The feature list becomes a point in space. The class label is which side of the street the point lands on. The confidence score is usually distance from the street, though raw SVM scores are not calibrated probabilities.

Why the widest street helps

Imagine two models. Model A draws the boundary hugging one class. Model B draws it in the middle with room on both sides.

A noisy word count arrives tomorrow. Which model breaks first? Model A.

That is overfitting. It memorized the exact training documents. SVM fights this by preferring margin. Wide margin means robustness. Wide margin means better generalization.

Support vectors — the few documents that matter

Most points do not matter directly. Only the closest points matter. Those are the support vectors.

far class A    far class A        far class B
x                    x                    o
        x   | margin |  boundary | margin |   o
            |        |           |        |
          support                         support
          vector                          vector
Move a far-away point slightly. The street hardly changes. Move a support vector. The whole street shifts.

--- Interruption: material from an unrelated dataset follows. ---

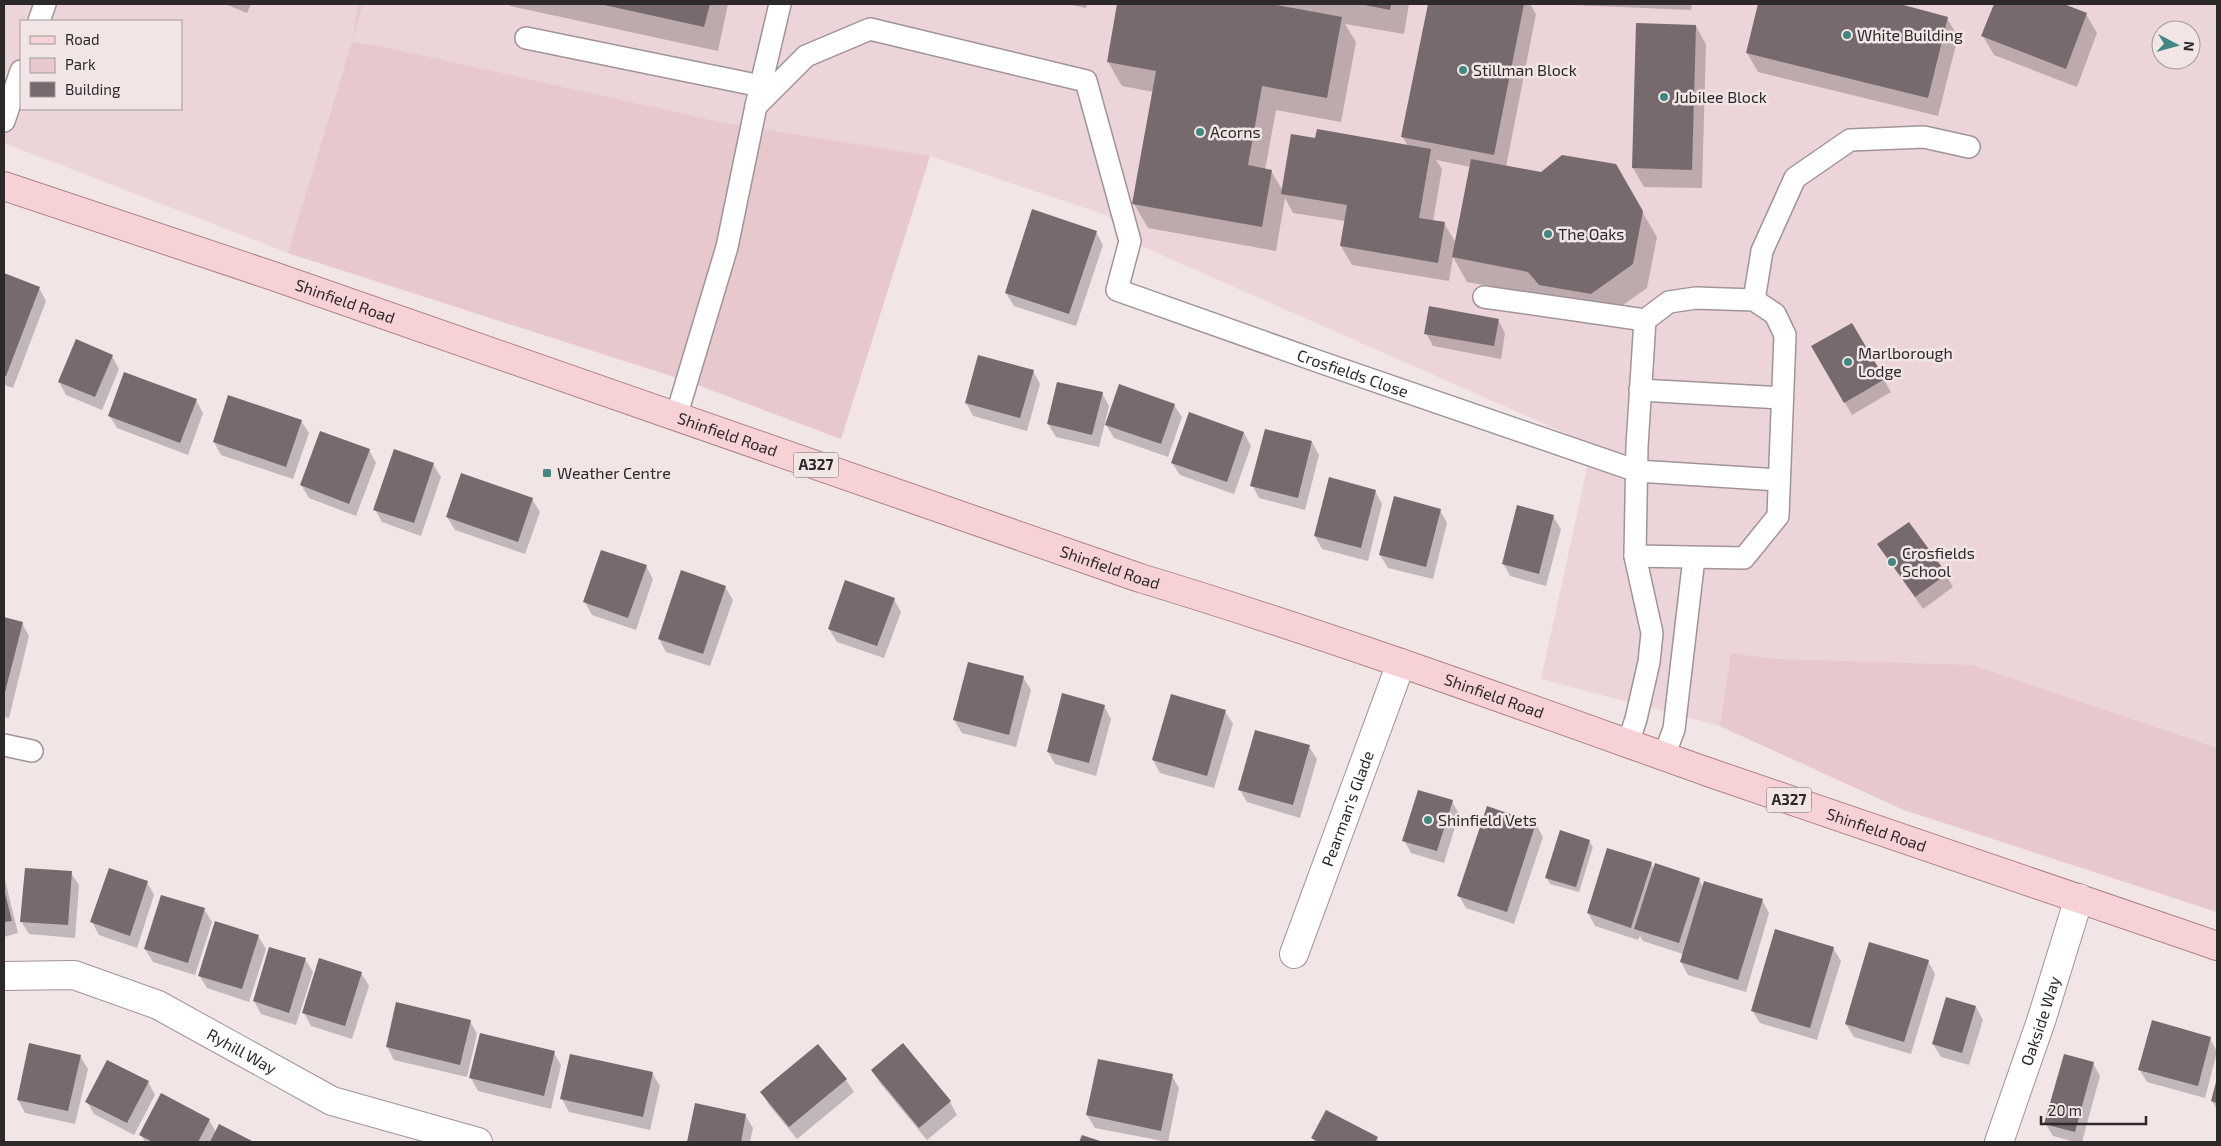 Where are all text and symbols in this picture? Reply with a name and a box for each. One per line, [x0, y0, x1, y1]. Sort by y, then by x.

So in the document picture, SVM is the model saying: "Ignore the easy documents. Show me the borderline cases. Those decide the rule."

The formula, lightly

For a linear SVM, the boundary is:

w · x + b = 0
x is the feature list. w is the direction perpendicular to the street. b shifts the street. Prediction is the sign:
if w · x + b > 0  → class B
if w · x + b < 0  → class A
The margin width is:
margin width = 2 / ||w||
So maximizing margin means minimizing ||w|| while still classifying correctly. Big picture first. Small ||w|| means a gentler boundary. A gentler boundary means a wider street.

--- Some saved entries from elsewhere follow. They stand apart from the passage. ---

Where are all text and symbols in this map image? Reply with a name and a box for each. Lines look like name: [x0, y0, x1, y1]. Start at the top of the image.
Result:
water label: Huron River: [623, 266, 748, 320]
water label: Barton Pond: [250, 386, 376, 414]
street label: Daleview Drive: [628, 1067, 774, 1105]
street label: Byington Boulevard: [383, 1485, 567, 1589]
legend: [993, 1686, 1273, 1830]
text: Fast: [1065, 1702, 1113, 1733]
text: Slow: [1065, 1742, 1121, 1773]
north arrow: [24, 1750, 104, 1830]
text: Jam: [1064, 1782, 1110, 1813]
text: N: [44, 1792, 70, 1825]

Worked example — a 2D linear SVM by hand

Take six points. Negative class: - x1 = (1, 1) - x2 = (1, 2) - x3 = (2, 2) Positive class: - o1 = (4, 2) - o2 = (3, 3) - o3 = (4, 3) Now try this boundary:

x1 + x2 - 5 = 0
So: - w = (1, 1) - b = -5 - ||w|| = √(1² + 1²) = √2

Step 1 — check the two margin lines

For canonical SVM scaling, support vectors satisfy:

w · x + b = +1   or   -1
So the two curb lines are:
x1 + x2 - 5 = +1   →   x1 + x2 = 6
x1 + x2 - 5 = -1   →   x1 + x2 = 4
Now check points. Negative points: - (1,1) gives 2 - 5 = -3 - (1,2) gives 3 - 5 = -2 - (2,2) gives 4 - 5 = -1 ← support vector Positive points: - (4,2) gives 6 - 5 = +1 ← support vector - (3,3) gives 6 - 5 = +1 ← support vector - (4,3) gives 7 - 5 = +2 Good. The borderline documents are (2,2), (4,2), and (3,3). They touch the curbs.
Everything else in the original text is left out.